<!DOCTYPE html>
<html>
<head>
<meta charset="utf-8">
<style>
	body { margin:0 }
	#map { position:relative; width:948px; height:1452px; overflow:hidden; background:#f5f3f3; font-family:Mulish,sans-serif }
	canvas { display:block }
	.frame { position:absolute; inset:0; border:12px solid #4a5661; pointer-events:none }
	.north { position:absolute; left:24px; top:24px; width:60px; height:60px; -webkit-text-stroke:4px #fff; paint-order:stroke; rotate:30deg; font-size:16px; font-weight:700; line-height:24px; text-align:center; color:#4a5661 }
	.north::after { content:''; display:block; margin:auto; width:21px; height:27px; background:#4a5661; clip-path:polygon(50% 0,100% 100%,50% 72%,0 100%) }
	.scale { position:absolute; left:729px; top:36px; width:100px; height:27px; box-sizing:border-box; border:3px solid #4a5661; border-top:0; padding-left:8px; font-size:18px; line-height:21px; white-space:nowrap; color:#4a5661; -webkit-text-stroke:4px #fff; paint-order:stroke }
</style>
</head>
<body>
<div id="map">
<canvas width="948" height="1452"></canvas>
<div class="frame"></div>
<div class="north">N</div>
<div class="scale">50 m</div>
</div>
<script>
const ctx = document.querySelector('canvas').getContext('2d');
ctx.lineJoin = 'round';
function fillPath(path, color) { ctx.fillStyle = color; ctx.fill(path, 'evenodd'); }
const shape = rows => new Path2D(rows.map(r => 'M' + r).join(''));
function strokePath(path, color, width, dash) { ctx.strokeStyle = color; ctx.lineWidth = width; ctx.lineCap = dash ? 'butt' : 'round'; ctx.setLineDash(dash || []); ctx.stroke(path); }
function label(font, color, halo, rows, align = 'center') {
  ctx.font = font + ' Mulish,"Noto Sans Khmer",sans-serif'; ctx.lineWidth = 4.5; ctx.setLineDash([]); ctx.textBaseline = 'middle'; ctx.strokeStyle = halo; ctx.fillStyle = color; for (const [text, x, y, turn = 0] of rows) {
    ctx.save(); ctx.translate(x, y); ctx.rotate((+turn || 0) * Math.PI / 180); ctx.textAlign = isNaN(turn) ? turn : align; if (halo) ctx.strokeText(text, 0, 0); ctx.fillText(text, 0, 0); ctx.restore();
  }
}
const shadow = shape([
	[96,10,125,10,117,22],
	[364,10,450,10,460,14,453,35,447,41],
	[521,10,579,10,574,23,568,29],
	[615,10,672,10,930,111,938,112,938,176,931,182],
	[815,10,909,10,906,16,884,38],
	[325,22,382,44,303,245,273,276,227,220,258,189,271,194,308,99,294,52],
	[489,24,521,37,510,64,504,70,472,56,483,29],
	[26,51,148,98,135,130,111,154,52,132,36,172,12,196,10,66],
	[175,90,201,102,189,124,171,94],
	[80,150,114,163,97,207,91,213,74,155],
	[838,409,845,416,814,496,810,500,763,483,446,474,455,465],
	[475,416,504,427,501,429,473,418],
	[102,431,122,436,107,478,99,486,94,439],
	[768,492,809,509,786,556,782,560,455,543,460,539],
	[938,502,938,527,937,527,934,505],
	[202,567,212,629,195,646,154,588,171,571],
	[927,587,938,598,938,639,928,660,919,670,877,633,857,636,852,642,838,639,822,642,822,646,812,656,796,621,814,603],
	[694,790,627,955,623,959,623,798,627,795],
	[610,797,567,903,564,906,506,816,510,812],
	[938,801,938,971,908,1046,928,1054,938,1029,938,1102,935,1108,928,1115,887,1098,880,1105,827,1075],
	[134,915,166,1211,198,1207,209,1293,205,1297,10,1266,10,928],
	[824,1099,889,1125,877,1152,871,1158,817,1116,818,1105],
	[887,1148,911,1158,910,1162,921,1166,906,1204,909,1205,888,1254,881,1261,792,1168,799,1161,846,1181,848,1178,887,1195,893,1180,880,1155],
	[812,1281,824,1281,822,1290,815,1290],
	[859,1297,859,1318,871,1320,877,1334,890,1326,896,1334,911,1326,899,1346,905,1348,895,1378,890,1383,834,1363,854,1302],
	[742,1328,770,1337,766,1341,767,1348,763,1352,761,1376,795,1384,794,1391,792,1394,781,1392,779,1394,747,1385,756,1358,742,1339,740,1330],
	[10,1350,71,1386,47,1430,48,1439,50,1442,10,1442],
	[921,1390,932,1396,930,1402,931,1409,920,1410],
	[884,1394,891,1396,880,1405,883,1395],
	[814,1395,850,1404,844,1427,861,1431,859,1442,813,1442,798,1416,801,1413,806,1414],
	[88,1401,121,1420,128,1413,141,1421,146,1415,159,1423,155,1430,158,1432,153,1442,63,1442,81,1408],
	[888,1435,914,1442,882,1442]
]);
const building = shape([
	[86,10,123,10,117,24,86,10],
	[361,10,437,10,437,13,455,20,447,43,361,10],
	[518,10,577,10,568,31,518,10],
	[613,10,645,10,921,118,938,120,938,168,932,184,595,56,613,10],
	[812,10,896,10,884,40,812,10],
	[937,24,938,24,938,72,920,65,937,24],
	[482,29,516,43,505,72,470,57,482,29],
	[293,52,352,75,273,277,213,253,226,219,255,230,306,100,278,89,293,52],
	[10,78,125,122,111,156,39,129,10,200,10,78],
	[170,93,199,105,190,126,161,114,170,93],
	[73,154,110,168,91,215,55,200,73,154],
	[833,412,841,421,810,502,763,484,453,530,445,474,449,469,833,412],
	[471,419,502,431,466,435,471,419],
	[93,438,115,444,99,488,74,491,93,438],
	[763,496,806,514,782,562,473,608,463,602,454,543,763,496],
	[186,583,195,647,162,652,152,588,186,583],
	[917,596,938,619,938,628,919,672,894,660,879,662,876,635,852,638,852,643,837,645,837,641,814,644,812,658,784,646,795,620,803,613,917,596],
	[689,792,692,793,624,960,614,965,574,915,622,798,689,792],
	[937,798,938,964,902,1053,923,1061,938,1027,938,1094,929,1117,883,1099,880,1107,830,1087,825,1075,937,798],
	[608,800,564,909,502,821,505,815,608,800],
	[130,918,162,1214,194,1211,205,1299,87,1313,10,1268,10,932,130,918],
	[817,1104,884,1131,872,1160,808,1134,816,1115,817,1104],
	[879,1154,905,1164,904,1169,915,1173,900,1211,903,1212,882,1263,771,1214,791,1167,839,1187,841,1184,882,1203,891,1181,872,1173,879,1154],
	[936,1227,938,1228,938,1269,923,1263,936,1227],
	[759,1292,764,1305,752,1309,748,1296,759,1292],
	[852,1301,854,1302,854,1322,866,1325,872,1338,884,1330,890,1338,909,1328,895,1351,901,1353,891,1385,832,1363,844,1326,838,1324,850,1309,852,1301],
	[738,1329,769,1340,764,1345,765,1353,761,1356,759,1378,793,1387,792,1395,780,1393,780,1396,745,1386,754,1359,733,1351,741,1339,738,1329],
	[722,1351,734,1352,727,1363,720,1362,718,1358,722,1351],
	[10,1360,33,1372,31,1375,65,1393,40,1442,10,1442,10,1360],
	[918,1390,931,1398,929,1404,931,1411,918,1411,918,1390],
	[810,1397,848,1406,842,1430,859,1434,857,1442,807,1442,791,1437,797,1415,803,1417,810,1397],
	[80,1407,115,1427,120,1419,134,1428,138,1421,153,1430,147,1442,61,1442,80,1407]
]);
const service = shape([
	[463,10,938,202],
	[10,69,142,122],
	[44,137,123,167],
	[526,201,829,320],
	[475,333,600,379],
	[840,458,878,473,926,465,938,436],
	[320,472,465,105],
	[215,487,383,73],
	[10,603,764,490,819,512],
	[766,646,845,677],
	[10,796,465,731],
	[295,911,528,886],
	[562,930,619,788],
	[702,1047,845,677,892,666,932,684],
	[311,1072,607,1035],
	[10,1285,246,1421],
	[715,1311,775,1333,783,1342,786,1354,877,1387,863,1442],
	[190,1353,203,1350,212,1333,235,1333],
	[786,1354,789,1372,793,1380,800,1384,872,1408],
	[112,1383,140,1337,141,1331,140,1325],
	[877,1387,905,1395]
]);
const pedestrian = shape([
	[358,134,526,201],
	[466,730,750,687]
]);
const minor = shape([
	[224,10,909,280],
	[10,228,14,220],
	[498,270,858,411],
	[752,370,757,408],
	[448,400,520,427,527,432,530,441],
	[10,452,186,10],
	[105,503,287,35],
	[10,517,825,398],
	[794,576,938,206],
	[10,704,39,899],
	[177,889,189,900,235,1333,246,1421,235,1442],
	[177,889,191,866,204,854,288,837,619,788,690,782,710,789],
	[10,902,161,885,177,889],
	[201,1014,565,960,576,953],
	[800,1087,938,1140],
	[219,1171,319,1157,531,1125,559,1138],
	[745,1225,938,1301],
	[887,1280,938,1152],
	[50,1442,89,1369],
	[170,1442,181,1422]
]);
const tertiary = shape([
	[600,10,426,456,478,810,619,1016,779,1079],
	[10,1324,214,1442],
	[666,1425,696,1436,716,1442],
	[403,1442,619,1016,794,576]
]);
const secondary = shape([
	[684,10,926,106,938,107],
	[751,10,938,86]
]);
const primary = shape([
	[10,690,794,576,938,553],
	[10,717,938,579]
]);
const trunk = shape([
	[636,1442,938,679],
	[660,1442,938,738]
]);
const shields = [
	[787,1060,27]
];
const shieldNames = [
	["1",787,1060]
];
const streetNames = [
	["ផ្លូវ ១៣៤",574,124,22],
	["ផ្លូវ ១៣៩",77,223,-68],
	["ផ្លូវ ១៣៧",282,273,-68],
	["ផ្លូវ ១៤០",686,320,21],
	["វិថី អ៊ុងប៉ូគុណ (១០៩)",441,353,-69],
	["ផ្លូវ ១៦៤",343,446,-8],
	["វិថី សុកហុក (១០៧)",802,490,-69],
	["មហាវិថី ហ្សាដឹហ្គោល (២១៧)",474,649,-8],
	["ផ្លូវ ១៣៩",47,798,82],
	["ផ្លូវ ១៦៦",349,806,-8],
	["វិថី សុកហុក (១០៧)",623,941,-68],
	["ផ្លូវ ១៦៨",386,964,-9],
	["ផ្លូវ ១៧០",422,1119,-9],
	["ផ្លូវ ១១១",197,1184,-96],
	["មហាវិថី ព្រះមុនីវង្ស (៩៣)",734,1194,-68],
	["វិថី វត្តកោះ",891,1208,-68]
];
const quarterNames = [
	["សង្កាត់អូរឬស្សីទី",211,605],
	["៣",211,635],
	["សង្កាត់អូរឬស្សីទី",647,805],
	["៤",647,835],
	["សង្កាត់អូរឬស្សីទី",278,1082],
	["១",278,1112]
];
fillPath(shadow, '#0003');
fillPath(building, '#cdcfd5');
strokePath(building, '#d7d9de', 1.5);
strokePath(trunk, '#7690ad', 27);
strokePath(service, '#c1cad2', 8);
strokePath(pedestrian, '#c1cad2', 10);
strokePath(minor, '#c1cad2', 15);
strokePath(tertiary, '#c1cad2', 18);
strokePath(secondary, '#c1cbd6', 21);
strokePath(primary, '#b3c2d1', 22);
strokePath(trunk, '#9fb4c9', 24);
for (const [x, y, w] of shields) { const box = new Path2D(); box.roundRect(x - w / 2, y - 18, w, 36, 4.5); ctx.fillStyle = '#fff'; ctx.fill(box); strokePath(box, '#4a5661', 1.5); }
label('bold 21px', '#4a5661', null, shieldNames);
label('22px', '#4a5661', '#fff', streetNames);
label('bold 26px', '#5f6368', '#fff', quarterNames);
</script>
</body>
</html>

§ **Your task**
In the listing above, count the lines where the string "strokeStyle" occurs, then give that count and nothing else.

§ **Output below**
2